If you aren’t interested in sales, however, there are other options. Public relations is another great career path for entry-level sports management professionals. This may include writing media guides and press releases for teams. PR work can get you on track to higher-level roles in areas such as marketing and media. Getting real-world experience while you’re in school is a key component of getting hired in PR, so start looking for ways to volunteer for local teams and sports centers. Events work in customer service is an option as well. These types of positions include planning and coordinating events for sponsors and fans and are great for entry-level professionals who are interested in working on account management roles in the future.
Tips to Get Started
There are several ways to make sure that you’re ready for a sports management career. Here are some tips to help you get on the right track:
- Earn a powerful degree: The sports management field is highly competitive, so it’s important that you choose a quality degree program. At CSP Online, we offer both a graduate and undergraduate degree in sports management so you can choose the program that’s right for you. Our programs focus on core concepts in kinesiology, exercise and sports management so that you are prepared to enter the workforce or advance your career through further study. We combine business and sports theory and teach you how to apply what you learn in the real world of sports.

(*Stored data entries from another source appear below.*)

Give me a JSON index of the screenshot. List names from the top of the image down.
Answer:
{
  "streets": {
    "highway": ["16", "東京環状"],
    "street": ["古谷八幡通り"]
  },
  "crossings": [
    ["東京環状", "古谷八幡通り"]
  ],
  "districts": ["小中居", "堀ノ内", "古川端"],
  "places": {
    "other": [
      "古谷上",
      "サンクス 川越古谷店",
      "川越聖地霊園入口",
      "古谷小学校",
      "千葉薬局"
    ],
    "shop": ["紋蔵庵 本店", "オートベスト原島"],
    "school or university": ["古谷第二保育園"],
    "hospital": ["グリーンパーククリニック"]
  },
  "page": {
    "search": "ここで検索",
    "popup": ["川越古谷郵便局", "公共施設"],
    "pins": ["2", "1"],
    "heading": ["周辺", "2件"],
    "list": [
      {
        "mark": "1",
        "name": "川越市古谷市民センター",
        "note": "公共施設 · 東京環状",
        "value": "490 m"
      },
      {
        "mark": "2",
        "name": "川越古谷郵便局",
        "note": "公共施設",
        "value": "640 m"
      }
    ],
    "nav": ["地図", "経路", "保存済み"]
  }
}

- Gain experience: For most careers in sports management, starting out as an intern or in an entry-level role is the best way to begin. Doing so will help you build contacts and figure out which area of sports management you’d like to work in. If you currently work in the sports field, you have this part covered, but for students who are new to sports management, volunteer work and internships are invaluable.
- Make contacts: Sports is a business, and networking is a huge part of getting the job you want. Take every opportunity to meet new people and connect with them professionally so that you can create a network of contacts down the road. Attend pro sports job fairs and take advantage of all the sports opportunities available to you in your community or at your internship.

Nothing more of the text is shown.